De acordo com a consultora, as transmissões em directo vão gerar mais de 545 mil milhões de dólares (443 mil milhões de euros) em receitas directas até ao final deste ano. A par dos directos, encontram-se os conteúdos on-demand, que podem ser vistos a qualquer hora e em qualquer local/dispositivo.

A Deloitte indica que a subscrição de conteúdos digitais está a atrair cada vez mais consumidores, prevendo que 50% da população adulta nos países desenvolvidos possuam duas subscrições deste género até ao final deste ano. Caso a estimativa seja cumprida, representará um aumento de 20% relativamente a 2017.

Até 2020, o número de subscrições por pessoa deverá duplicar para quatro, elevando para mais de 680 milhões as subscrições de serviços digitais.

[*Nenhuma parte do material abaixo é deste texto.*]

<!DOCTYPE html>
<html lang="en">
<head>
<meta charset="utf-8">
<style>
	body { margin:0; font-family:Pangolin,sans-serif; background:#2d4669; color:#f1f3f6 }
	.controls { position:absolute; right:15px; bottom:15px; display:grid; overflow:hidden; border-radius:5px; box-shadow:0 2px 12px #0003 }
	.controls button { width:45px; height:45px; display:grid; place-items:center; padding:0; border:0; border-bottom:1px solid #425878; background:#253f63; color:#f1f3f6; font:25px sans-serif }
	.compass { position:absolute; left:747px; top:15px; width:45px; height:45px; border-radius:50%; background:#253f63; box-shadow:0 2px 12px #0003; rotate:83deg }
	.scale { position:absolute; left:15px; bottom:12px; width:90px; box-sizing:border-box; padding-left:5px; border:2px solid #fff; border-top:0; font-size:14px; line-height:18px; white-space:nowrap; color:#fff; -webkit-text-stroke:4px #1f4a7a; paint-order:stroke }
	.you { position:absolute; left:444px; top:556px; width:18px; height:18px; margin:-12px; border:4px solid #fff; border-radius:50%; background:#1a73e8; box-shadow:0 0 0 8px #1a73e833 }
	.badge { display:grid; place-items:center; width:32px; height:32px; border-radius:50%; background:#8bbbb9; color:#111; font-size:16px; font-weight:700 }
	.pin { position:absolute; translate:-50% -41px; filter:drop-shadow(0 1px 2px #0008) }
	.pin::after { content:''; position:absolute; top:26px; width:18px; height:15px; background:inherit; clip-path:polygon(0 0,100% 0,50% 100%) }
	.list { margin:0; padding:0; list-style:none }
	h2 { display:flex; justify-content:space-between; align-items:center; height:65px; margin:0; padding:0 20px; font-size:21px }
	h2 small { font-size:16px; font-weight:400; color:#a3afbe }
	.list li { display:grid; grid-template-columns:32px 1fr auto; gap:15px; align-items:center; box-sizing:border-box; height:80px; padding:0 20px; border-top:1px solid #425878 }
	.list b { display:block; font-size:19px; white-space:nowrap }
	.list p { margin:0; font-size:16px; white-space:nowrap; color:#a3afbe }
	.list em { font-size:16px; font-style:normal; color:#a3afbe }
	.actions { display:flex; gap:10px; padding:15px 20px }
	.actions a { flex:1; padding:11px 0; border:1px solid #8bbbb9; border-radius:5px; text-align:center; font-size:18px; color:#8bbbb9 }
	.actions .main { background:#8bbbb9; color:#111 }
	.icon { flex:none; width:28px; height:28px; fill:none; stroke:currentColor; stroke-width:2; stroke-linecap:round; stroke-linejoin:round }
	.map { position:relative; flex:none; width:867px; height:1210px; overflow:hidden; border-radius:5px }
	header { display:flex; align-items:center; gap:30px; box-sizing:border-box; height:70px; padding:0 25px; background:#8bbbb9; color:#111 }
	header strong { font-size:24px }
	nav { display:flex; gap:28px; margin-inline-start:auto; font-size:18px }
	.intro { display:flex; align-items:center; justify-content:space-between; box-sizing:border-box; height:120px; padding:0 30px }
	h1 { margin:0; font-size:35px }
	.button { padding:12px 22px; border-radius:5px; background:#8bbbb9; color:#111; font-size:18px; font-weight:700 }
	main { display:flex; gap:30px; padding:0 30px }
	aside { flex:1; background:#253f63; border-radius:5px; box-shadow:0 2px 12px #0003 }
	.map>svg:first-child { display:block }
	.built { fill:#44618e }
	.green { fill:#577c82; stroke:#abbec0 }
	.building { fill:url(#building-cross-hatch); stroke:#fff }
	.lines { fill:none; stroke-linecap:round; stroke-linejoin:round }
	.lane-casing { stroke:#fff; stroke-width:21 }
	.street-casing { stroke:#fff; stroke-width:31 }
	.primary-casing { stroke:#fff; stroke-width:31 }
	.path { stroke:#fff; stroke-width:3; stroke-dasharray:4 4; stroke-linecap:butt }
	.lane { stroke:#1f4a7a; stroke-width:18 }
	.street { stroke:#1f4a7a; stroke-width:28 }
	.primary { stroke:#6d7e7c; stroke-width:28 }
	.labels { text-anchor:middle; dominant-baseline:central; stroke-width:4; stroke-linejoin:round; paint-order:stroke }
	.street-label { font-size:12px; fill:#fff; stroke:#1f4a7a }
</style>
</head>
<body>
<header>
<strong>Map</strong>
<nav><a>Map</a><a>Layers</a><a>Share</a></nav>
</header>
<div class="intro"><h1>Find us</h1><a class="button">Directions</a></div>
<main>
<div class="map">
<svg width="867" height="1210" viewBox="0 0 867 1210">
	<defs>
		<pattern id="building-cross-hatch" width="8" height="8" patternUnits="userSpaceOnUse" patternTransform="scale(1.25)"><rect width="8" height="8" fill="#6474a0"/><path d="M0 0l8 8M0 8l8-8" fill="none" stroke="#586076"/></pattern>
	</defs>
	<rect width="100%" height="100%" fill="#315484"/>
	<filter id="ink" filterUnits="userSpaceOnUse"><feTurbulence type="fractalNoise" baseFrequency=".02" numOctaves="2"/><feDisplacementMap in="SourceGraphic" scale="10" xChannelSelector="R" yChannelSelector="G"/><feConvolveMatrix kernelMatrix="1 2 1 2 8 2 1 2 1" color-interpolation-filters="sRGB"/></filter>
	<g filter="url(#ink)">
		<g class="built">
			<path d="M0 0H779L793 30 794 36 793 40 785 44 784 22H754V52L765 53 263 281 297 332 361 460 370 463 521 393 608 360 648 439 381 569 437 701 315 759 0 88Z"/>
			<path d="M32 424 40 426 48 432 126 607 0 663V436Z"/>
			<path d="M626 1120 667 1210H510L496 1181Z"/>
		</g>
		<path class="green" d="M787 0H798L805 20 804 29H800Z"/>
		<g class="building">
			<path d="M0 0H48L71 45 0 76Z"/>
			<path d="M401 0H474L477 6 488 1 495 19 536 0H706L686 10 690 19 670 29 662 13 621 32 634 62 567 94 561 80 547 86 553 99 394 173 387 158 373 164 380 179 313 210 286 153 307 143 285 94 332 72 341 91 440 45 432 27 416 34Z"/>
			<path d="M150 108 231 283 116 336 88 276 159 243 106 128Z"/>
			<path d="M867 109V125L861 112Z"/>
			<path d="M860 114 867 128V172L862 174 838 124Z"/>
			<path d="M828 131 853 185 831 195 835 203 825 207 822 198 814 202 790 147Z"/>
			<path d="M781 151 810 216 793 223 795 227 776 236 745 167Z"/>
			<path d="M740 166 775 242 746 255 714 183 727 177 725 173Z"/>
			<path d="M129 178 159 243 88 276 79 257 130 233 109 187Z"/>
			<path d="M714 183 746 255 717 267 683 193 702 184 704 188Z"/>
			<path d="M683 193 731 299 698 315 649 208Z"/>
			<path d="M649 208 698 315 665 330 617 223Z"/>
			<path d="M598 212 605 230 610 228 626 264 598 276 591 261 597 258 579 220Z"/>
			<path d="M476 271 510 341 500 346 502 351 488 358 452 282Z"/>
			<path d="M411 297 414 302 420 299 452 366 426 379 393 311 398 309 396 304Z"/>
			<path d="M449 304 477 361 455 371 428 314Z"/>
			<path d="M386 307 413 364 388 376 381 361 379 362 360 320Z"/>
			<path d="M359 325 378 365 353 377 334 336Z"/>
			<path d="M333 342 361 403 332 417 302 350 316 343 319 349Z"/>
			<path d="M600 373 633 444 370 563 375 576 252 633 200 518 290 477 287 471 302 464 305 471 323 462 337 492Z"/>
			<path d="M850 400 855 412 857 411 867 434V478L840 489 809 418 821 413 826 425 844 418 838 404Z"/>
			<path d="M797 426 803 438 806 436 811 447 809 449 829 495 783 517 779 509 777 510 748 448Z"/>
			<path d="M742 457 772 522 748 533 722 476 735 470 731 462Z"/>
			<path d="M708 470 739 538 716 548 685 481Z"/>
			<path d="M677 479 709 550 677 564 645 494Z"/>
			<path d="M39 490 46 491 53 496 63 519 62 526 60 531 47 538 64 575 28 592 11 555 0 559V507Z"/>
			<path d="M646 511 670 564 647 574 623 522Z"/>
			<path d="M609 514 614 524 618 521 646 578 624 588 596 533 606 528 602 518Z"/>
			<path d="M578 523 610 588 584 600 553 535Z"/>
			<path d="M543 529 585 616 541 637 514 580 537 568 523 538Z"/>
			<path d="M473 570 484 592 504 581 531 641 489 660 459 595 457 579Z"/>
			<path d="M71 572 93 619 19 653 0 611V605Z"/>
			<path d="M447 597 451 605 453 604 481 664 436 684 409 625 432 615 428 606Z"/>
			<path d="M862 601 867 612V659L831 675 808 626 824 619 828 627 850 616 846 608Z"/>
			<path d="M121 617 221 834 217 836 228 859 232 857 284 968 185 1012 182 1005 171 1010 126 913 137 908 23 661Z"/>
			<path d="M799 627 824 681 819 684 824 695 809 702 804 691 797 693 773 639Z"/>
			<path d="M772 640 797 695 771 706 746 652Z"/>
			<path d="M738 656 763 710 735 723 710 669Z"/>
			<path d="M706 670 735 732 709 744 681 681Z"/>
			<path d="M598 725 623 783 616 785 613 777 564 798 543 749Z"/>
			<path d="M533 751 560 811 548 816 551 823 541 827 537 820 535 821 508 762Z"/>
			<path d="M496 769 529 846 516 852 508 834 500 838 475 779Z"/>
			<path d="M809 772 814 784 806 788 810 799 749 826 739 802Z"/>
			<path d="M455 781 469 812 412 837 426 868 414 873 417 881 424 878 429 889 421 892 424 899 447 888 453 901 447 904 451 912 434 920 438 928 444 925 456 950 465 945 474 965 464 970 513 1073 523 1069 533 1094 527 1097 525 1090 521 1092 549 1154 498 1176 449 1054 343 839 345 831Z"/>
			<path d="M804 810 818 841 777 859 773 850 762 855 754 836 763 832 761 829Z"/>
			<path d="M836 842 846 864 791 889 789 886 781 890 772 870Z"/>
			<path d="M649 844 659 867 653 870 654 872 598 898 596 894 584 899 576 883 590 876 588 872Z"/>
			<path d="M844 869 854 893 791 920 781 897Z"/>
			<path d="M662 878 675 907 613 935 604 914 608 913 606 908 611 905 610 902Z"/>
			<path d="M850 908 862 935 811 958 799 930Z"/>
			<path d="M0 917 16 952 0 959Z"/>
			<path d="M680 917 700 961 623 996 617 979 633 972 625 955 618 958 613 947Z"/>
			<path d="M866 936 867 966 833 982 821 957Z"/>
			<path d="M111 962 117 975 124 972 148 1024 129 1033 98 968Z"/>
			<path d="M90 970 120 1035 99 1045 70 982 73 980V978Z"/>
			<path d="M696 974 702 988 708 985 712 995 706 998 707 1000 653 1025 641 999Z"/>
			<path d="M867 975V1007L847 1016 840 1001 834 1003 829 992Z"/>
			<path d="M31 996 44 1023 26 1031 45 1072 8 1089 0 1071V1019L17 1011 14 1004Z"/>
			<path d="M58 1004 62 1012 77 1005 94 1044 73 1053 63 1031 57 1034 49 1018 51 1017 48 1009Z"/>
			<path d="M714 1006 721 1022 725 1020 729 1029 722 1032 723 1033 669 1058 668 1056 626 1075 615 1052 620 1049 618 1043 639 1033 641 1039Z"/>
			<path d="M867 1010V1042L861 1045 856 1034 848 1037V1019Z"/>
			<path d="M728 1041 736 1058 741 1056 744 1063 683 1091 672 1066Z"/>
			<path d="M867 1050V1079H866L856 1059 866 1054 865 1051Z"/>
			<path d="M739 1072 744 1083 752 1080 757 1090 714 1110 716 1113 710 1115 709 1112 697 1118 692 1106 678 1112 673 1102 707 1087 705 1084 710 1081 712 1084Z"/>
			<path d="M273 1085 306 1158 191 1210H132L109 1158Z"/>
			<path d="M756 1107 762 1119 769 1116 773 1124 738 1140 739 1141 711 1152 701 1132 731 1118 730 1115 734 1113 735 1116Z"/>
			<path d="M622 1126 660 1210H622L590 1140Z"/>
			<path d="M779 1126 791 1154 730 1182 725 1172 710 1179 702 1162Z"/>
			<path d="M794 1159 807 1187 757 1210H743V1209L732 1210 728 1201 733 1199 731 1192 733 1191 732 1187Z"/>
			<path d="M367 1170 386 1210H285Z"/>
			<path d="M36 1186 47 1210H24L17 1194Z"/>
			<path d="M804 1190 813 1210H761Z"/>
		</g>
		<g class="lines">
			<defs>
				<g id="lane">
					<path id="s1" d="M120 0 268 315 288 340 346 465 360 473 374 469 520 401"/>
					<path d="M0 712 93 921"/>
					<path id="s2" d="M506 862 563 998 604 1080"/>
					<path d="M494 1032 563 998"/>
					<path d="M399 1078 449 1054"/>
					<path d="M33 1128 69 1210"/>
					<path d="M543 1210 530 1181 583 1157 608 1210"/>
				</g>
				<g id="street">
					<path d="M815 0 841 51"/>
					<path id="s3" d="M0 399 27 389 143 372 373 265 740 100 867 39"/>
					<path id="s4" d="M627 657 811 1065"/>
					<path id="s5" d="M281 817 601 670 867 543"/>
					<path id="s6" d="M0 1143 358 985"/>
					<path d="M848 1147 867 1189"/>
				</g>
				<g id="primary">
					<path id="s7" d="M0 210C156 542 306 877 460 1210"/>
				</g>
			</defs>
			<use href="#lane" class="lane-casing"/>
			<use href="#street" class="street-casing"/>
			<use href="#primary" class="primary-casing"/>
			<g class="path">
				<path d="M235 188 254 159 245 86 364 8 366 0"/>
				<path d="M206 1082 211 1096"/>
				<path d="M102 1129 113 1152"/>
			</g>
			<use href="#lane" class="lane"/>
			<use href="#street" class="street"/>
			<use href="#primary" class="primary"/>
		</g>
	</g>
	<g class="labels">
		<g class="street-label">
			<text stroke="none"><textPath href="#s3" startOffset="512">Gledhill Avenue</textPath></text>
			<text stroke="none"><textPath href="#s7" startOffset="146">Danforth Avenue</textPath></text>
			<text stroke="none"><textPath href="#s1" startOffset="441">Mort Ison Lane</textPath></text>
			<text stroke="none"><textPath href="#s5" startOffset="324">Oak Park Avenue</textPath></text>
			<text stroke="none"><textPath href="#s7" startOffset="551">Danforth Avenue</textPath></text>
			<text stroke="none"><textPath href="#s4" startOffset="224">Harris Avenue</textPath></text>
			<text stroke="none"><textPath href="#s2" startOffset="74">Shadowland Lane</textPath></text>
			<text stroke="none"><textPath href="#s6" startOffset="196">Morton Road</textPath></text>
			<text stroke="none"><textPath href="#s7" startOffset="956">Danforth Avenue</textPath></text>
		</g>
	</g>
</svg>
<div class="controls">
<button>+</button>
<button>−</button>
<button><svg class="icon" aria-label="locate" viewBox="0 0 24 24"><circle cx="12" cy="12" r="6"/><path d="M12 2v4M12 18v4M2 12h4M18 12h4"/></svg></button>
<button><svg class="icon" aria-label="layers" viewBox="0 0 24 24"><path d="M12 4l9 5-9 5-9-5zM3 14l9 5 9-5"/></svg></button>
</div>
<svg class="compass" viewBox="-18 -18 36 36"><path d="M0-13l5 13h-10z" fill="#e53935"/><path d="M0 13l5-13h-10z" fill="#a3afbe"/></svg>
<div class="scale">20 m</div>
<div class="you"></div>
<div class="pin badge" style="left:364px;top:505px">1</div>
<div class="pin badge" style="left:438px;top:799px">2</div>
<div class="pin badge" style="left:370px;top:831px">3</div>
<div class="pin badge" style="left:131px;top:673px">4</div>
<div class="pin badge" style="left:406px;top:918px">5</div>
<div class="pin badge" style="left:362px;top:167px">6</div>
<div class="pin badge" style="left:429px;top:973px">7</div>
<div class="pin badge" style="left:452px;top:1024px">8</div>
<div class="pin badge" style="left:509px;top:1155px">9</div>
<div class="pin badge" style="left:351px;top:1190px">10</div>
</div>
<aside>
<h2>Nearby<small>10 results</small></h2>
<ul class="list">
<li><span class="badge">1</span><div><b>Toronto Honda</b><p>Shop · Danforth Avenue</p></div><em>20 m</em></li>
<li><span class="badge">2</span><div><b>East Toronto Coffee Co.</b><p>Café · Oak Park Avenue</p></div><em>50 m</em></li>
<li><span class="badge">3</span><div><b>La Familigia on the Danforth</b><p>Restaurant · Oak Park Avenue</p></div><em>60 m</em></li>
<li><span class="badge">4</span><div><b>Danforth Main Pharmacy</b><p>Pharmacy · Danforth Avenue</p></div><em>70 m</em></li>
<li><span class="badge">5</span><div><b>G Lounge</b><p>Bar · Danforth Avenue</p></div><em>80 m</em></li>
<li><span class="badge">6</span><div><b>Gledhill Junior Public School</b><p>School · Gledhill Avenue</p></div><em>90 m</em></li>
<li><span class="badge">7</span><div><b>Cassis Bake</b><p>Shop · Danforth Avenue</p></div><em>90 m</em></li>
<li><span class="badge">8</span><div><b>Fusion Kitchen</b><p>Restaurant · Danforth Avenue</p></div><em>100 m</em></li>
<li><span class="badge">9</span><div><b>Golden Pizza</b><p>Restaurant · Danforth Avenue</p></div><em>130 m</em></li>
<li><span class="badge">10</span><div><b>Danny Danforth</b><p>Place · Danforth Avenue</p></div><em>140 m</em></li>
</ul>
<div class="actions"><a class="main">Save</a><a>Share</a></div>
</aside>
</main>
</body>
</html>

Netflix, Spotify, Apple Music e Amazon Prime Video são alguns exemplos de serviços, sendo que os principais conteúdos subscritos são séries, música e jogos online.

Sérgio do Monte Lee, partner e Technology, Media & Telecom leader da Deloitte, justifica a ascensão dos directos e do on-demand com a maior capacidade de banda larga, o aumento do número de dispositivos, os ecrãs cada vez maiores e a facilidade de adesão aos serviços.

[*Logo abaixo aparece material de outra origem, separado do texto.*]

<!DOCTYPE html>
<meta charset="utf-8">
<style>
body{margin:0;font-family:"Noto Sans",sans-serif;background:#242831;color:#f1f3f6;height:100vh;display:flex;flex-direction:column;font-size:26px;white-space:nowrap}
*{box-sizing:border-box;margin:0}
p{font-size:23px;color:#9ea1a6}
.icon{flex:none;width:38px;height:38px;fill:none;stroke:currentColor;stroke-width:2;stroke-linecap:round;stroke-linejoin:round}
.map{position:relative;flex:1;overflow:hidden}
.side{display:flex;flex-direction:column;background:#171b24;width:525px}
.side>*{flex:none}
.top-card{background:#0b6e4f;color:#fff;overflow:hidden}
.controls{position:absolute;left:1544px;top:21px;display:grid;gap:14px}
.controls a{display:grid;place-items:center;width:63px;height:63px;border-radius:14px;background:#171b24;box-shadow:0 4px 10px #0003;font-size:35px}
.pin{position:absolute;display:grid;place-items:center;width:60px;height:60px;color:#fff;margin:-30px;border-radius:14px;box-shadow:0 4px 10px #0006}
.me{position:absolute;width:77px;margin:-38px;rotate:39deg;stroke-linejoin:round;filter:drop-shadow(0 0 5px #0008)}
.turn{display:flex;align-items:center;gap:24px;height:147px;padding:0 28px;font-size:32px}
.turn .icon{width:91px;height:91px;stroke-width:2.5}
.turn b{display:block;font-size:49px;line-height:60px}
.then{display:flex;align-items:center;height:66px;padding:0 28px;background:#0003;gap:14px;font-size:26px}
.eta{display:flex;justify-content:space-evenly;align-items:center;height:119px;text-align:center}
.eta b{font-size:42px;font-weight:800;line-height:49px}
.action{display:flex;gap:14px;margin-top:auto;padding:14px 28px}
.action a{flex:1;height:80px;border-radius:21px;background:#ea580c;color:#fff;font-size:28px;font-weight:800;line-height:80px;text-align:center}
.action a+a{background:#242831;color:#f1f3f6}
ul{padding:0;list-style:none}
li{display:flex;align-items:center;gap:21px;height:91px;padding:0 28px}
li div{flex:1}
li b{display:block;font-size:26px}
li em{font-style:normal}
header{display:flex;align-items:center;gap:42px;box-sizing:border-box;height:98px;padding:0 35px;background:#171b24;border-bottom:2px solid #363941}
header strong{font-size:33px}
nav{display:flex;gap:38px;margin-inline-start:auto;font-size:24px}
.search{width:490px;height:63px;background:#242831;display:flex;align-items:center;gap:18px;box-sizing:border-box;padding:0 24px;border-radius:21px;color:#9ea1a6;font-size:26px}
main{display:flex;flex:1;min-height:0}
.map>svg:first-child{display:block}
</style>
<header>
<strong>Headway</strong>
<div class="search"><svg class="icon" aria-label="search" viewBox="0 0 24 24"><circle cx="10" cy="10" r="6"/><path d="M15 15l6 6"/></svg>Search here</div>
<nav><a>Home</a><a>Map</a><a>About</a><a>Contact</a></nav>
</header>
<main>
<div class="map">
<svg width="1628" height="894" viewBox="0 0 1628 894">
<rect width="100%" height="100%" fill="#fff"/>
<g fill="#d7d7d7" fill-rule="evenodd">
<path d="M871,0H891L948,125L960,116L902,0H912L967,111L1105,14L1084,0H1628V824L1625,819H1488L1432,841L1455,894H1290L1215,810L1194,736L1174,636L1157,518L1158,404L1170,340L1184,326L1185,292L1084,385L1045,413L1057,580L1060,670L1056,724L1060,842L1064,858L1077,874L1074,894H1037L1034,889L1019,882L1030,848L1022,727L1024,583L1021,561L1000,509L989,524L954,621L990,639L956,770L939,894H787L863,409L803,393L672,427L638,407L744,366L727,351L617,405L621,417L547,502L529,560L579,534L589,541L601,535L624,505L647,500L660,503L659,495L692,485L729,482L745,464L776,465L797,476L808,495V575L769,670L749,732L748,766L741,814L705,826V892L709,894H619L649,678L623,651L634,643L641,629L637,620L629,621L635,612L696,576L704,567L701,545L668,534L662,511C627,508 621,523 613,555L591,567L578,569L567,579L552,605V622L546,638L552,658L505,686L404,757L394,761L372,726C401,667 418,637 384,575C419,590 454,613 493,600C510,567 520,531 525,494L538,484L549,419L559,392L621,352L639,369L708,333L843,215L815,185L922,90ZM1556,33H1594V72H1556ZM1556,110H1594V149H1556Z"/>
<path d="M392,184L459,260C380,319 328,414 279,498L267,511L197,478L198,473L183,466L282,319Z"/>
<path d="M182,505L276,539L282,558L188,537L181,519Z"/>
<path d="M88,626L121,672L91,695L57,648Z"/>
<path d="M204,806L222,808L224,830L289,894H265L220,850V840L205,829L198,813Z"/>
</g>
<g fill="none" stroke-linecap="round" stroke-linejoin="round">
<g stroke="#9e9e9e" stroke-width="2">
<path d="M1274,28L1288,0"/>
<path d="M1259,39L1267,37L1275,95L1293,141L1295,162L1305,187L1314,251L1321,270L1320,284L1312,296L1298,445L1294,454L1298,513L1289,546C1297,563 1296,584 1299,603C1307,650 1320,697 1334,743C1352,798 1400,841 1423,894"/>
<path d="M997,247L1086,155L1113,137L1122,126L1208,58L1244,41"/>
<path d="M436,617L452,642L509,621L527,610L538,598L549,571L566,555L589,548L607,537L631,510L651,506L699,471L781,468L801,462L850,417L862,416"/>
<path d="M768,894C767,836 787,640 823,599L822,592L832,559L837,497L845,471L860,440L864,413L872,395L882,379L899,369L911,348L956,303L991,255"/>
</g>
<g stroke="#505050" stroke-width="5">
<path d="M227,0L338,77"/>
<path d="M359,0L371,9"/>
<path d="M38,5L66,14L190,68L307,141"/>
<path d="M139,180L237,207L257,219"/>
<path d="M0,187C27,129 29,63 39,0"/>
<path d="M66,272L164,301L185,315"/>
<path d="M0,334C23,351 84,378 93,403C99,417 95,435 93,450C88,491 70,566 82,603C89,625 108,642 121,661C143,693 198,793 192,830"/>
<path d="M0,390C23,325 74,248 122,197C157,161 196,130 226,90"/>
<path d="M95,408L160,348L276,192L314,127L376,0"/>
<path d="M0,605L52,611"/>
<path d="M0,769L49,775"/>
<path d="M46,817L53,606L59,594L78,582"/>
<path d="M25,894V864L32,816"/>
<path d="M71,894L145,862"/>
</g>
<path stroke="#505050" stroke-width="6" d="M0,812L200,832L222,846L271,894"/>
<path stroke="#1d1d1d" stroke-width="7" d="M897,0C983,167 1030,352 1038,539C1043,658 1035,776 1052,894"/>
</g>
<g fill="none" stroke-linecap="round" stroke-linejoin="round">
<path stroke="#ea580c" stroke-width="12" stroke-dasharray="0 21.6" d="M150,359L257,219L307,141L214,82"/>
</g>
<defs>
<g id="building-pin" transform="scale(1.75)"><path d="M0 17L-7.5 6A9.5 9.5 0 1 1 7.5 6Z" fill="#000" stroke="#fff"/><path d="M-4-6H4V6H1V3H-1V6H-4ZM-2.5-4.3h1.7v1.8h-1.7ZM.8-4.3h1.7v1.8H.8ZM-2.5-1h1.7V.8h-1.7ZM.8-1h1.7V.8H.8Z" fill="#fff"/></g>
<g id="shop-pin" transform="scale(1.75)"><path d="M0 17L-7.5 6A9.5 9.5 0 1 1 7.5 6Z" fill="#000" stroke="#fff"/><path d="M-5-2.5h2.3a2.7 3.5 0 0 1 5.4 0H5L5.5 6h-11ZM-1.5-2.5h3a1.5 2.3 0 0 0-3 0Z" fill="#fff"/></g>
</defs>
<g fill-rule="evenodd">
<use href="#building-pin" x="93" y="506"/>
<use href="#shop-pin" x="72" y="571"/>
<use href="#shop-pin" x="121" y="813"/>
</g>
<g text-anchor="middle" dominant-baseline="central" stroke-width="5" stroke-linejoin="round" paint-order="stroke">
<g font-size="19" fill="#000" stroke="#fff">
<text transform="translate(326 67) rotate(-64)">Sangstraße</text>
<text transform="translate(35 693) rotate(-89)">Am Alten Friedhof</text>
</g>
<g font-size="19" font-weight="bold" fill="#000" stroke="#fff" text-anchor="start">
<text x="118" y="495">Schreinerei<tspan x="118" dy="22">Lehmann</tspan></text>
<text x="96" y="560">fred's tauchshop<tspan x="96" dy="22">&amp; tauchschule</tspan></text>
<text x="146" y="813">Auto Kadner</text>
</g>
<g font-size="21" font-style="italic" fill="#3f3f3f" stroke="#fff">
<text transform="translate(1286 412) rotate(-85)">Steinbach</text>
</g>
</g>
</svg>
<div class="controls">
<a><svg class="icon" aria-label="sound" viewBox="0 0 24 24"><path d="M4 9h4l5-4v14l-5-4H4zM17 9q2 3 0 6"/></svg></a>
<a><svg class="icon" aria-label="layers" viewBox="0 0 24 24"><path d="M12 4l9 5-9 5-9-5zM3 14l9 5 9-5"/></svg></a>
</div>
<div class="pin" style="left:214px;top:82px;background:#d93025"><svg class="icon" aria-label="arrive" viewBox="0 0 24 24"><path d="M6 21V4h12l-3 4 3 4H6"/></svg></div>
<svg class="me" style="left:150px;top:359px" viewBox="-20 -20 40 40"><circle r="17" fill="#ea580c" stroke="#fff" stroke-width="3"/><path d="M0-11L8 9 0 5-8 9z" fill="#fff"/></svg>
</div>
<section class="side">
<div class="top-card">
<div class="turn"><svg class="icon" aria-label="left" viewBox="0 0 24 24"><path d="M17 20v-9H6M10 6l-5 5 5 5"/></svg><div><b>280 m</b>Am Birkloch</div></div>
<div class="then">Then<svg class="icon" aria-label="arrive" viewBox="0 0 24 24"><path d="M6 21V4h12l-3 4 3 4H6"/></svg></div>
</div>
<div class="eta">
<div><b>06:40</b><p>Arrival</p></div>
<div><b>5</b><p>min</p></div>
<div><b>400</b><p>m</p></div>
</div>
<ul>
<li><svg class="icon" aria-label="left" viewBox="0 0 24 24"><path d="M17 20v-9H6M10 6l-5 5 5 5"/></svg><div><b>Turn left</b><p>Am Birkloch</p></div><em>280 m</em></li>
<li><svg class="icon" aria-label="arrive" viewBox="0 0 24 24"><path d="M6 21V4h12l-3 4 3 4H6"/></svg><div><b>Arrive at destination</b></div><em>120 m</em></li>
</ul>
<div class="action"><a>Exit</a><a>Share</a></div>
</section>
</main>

«Os consumidores querem acesso a conteúdos exclusivos, quando e onde lhes for mais conveniente. Por outro lado, querem também acompanhar em directo os eventos mais relevantes, para que possam partilhar opiniões e experiências em tempo real, nas redes sociais e noutros canais», acrescenta o mesmo responsável.

Mais smartphones

O estudo da Deloitte traça ainda um cenário possível para o futuro dos smartphones: sim, as vendas irão continuar a aumentar e, em 2023, deverão ser vendidos cinco milhões de telemóveis inteligentes por dia. Em valor, as vendas deverão chegar aos 650 mil milhões de dólares (528 mil milhões de euros) por ano, ou seja, uma média de 350 dólares (284 euros) por dispositivo.

Além disso, a tendência será para interagir cada vez mais com os smartphones, numa média de 65 vezes diárias. Trata-se de um aumento de 20% em relação a este ano.